> Exercise instructions
Up to and including the line with "font-size:13px; font-style:normal; color:#767676", restate every line of the records below word for word, from the first line on, leaving out the pictures.

___ Material for this task

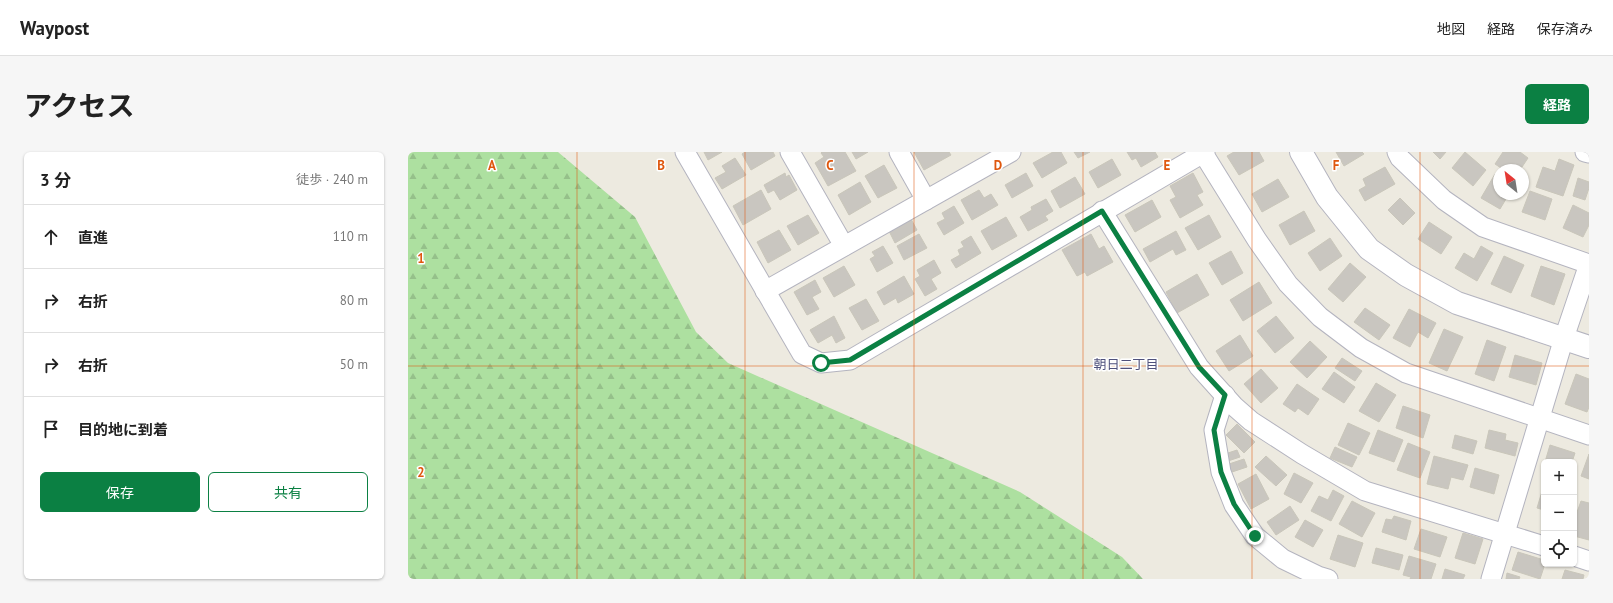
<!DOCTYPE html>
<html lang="ja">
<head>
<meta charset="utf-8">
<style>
	body { margin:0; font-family:"PT Sans","Noto Sans JP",sans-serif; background:#f6f6f6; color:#222 }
	.controls { position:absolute; right:12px; bottom:12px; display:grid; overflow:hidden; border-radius:6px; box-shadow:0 1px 3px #0004 }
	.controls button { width:36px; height:36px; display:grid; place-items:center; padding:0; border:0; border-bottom:1px solid #e0e0e0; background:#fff; color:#222; font:20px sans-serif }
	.compass { position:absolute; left:1085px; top:12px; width:36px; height:36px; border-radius:50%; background:#fff; box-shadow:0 1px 3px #0004; rotate:330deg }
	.stop { position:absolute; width:12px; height:12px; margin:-9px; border:3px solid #0b8043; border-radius:50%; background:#fff }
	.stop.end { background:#0b8043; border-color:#fff; box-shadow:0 1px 4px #0008 }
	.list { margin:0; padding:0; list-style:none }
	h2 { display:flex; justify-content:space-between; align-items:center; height:52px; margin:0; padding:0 16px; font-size:17px }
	h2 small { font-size:13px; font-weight:400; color:#767676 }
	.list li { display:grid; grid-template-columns:26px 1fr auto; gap:12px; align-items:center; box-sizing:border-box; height:64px; padding:0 16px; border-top:1px solid #e0e0e0 }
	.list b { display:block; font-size:15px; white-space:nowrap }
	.list em { font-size:13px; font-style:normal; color:#767676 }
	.actions { display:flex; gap:8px; padding:12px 16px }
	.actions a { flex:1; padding:9px 0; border:1px solid #0b8043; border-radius:6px; text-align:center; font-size:14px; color:#0b8043 }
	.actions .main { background:#0b8043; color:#fff }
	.icon { flex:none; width:22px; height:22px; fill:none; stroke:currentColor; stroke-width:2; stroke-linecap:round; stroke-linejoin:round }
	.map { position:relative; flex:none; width:1181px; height:427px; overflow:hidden; border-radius:6px }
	header { display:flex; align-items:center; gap:24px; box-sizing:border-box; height:56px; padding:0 20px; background:#fff; border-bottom:1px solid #e0e0e0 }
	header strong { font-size:19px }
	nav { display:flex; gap:22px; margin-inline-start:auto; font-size:14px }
	.intro { display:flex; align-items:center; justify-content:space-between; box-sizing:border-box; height:96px; padding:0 24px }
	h1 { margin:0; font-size:28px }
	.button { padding:10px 18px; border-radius:6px; background:#0b8043; color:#fff; font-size:14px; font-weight:700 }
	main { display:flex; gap:24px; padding:0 24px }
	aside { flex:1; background:#fff; border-radius:6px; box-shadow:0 1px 3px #0004 }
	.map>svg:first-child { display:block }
</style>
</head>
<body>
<header>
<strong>Waypost</strong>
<nav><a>地図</a><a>経路</a><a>保存済み</a></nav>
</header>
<div class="intro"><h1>アクセス</h1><a class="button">経路</a></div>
<main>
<aside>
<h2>3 分<small>徒歩 · 240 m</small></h2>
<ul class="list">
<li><svg class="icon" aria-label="ahead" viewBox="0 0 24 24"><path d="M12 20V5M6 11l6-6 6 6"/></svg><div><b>直進</b></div><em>110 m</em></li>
<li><svg class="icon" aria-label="right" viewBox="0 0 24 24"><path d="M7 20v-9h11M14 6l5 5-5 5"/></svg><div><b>右折</b></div><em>80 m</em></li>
<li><svg class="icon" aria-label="right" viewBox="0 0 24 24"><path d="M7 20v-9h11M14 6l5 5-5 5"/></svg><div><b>右折</b></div><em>50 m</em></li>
<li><svg class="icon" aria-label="arrive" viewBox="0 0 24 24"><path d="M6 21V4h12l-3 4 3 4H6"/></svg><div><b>目的地に到着</b></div></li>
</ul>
<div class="actions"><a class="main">保存</a><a>共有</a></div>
</aside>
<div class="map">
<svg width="1181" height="427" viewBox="0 0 1181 427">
	<defs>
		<pattern id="forest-firs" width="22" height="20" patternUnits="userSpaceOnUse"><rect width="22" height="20" fill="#ade0a0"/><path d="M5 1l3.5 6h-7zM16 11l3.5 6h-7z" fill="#95c08a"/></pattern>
	</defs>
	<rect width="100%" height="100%" fill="#edeae0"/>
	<polygon fill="url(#forest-firs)" points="0,0 150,0 227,65 288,180 320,211 612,340 714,405 735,427 0,427"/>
	<g fill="#c9c6c0" stroke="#c9c6ba">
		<polygon points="296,0 314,0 300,8"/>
		<polygon points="337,0 365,0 367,4 343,18 334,2"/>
		<polygon points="414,0 437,0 448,19 420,34 407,11 416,5 413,1"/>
		<polygon points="444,0 460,0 448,7"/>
		<polygon points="506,0 541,0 543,3 516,18"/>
		<polygon points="645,0 653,0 659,11 634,26 625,11"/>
		<polygon points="666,0 682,0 670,6"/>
		<polygon points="719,0 747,0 750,5 733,15 728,6 724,8"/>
		<polygon points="826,0 851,0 856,9 831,23 819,4"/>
		<polygon points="928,0 954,0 956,2 936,14"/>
		<polygon points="1025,0 1038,0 1032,7"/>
		<polygon points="1057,0 1078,18 1065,34 1044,16"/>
		<polygon points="1095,0 1112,0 1120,6 1112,18 1096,18 1087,12"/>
		<polygon points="327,6 338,23 314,37 307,26 318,20 314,14"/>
		<polygon points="704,7 713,23 690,36 681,20"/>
		<polygon points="1151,7 1166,13 1155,44 1128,35 1135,15 1147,19"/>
		<polygon points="476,13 489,36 470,46 457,24"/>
		<polygon points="977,15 987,32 957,49 951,38 958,34 955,27"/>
		<polygon points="377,21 378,25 381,23 389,38 372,48 366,38 360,41 356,33"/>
		<polygon points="618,21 625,34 604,46 597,33"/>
		<polygon points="785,21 795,40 789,43 795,53 772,66 762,48 768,45 762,34"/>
		<polygon points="1087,22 1091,25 1091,42 1101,42 1092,57 1073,46"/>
		<polygon points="667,25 677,42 652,56 643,39"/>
		<polygon points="1170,26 1181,30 1181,36 1177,48 1165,44"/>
		<polygon points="870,27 881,45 854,60 844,42"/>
		<polygon points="452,30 463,50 441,63 430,43"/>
		<polygon points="353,38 363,57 335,73 325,54"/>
		<polygon points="571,38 576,46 583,42 590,53 564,68 553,48"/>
		<polygon points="1122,39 1144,47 1137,68 1114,60"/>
		<polygon points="992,46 1007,61 995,73 980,58"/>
		<polygon points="638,47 645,59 637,64 640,68 620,79 612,65 624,58 623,55"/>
		<polygon points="744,48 753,65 727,80 717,63"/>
		<polygon points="1165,53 1181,61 1181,73 1175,85 1155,76"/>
		<polygon points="546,54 556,71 536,83 529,71 537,67 534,61"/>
		<polygon points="896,59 907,79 882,93 871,73"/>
		<polygon points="400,63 411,81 390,93 379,74"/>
		<polygon points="801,63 813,85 790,98 777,76"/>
		<polygon points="598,65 609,84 584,98 573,79"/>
		<polygon points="503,67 509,78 487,91 481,79"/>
		<polygon points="1021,70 1044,85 1033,102 1010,87"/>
		<polygon points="371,78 383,98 360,111 349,90"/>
		<polygon points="768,79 778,98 768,103 765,97 742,110 735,97"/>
		<polygon points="511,82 519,96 496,108 489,94"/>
		<polygon points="683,82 691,97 696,94 705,110 679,124 677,120 669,124 654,98"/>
		<polygon points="563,84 573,101 548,116 543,108 552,103 550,98 556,95 553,90"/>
		<polygon points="922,86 934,104 912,119 900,101"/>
		<polygon points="475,94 485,111 469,120 462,107 467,104 464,100"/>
		<polygon points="1073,94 1085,101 1069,129 1047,116 1056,101 1066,107"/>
		<polygon points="823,99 835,121 814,133 801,111"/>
		<polygon points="1096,104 1116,113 1103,141 1083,132"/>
		<polygon points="526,108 533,121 523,127 529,137 517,144 507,127 512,124 509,118"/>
		<polygon points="942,111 958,125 935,150 920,137"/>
		<polygon points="436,114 447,133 426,145 415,126"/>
		<polygon points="1133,114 1157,122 1146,153 1123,144"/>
		<polygon points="789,122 801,143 769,161 758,140"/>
		<polygon points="496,124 506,142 490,151 488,146 476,153 469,140"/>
		<polygon points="407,128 413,140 404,145 411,157 399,163 386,140"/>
		<polygon points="851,130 864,151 835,169 822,148"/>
		<polygon points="458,147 471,169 454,178 441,156"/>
		<polygon points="957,156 982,173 971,188 946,170"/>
		<polygon points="1001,157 1028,171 1020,186 1010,180 1002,195 985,186"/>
		<polygon points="426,164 437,186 428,191 424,183 410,191 402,178"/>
		<polygon points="868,164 886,186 867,201 849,179"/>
		<polygon points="1036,177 1055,185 1039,219 1021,211"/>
		<polygon points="832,183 845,204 821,219 808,199"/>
		<polygon points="1079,188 1098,195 1086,229 1067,222"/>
		<polygon points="902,189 919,205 899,226 882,210"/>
		<polygon points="1107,203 1134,211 1128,233 1101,225"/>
		<polygon points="934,206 954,219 947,229 927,216"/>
		<polygon points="853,217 870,236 853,251 836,232"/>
		<polygon points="926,220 947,235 936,251 914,237"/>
		<polygon points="1168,222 1181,227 1181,255 1179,260 1157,252"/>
		<polygon points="968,231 988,243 971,270 951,259"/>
		<polygon points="889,232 911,247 900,263 890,256 887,260 875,252"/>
		<polygon points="995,254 1022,263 1015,286 988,276"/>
		<polygon points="940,271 962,281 951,303 930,293"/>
		<polygon points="829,272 847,290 836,301 818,283"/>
		<polygon points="970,278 995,288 986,310 961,301"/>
		<polygon points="1081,278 1098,282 1097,288 1110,291 1107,304 1077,296"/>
		<polygon points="1047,283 1069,289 1065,302 1044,296"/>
		<polygon points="1000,291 1022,300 1012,326 989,318"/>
		<polygon points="1142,293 1167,301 1164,310 1137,310"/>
		<polygon points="927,295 949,305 944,315 922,306"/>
		<polygon points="829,298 832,305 820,309 817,302"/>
		<polygon points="1181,302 1181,327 1173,324"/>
		<polygon points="858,304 879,323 868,334 847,315"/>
		<polygon points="1026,304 1060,313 1055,328 1043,325 1040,337 1019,332"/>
		<polygon points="836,307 839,315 821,321 818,313"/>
		<polygon points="1067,316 1091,323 1086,342 1062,335"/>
		<polygon points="886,321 905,331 893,351 876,342"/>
		<polygon points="848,322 861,347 843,357 830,332"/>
		<polygon points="1135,336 1136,337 1136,358 1129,356"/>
		<polygon points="925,338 936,344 923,369 903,359 911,344 920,348"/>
		<polygon points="944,349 967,361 954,385 931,372"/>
		<polygon points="1173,349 1181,351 1181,388 1166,384 1166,366 1167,366"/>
		<polygon points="882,354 891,368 868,383 859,370"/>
		<polygon points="986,364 1003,369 998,388 974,380 978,367 984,368"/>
		<polygon points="897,368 915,378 905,395 887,385"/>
		<polygon points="1013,377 1039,385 1032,405 1006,397"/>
		<polygon points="1055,381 1075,387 1067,412 1047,406"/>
		<polygon points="930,383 955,391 947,415 922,407"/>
		<polygon points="968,396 995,403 991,418 964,411"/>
		<polygon points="1110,400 1136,408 1137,412 1132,427 1104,418"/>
		<polygon points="1001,404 1028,412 1023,427 1002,427 1003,425 995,423"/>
		<polygon points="1037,417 1057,423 1055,427 1034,427"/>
		<polygon points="1157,418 1176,423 1175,427 1154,427"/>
		<polygon points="1099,421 1112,425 1111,427 1098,427"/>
	</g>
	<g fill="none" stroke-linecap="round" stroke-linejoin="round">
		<g stroke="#b4b4bf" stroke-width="21">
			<g id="street">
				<polyline points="277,0 394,202 413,211 442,208 797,0"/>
				<polyline points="382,0 436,94"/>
				<polyline points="491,0 518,48"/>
				<polyline points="989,0 992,6 1036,48 1075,75 1181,112"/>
				<polyline points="1177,0 1181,1"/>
				<polyline points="795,1 849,88 880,132 912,165 953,196 998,221 1181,283"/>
				<polyline points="694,59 791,215 827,255 843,269 894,302 957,339 1136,394"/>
				<polyline points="357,139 603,0"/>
				<polyline points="817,243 806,278 813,320 826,353 847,384 875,407 910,424 920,427"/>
				<polyline points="1166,404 1181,409"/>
				<polyline points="1083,427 1156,186 1181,112"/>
			</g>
		</g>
		<g stroke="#b4b4bf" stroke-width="24">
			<polyline id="secondary" points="893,0 919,45 961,97 998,123 1049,151 1181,195"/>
		</g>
		<use href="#street" stroke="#fff" stroke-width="19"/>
		<use href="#secondary" stroke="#fff" stroke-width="22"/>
	</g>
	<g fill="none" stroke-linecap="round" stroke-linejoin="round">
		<polyline stroke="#0b8043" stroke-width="5" points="413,211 442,208 694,59 791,215 817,243 806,278 813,320 826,352 847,384"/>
	</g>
	<path fill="none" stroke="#df570e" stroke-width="1" stroke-opacity="0.55" d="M169,0V427M337,0V427M506,0V427M675,0V427M844,0V427M1012,0V427M0,214H1181"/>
	<g text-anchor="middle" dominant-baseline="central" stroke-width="3" stroke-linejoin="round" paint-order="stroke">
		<g font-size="13" fill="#4f517c" stroke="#fff">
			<text x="718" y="212">朝日二丁目</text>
		</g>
	</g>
	<g font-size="13" text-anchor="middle" font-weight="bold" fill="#df570e" stroke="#fff" stroke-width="3" stroke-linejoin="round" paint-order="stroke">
		<text x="84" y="18">A</text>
		<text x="253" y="18">B</text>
		<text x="422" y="18">C</text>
		<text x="590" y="18">D</text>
		<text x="759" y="18">E</text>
		<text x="928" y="18">F</text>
		<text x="13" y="111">1</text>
		<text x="13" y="325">2</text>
	</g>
</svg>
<div class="controls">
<button>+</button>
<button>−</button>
<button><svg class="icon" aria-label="locate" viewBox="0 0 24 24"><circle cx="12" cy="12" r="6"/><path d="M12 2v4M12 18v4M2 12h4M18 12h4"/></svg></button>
</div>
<svg class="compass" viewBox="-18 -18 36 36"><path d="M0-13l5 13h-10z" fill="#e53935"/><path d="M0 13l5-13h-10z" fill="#767676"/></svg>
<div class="stop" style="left:413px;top:211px"></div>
<div class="stop end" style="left:847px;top:384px"></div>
</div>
</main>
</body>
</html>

______

> Solved problem
<!DOCTYPE html>
<html lang="ja">
<head>
<meta charset="utf-8">
<style>
	body { margin:0; font-family:"PT Sans","Noto Sans JP",sans-serif; background:#f6f6f6; color:#222 }
	.controls { position:absolute; right:12px; bottom:12px; display:grid; overflow:hidden; border-radius:6px; box-shadow:0 1px 3px #0004 }
	.controls button { width:36px; height:36px; display:grid; place-items:center; padding:0; border:0; border-bottom:1px solid #e0e0e0; background:#fff; color:#222; font:20px sans-serif }
	.compass { position:absolute; left:1085px; top:12px; width:36px; height:36px; border-radius:50%; background:#fff; box-shadow:0 1px 3px #0004; rotate:330deg }
	.stop { position:absolute; width:12px; height:12px; margin:-9px; border:3px solid #0b8043; border-radius:50%; background:#fff }
	.stop.end { background:#0b8043; border-color:#fff; box-shadow:0 1px 4px #0008 }
	.list { margin:0; padding:0; list-style:none }
	h2 { display:flex; justify-content:space-between; align-items:center; height:52px; margin:0; padding:0 16px; font-size:17px }
	h2 small { font-size:13px; font-weight:400; color:#767676 }
	.list li { display:grid; grid-template-columns:26px 1fr auto; gap:12px; align-items:center; box-sizing:border-box; height:64px; padding:0 16px; border-top:1px solid #e0e0e0 }
	.list b { display:block; font-size:15px; white-space:nowrap }
	.list em { font-size:13px; font-style:normal; color:#767676 }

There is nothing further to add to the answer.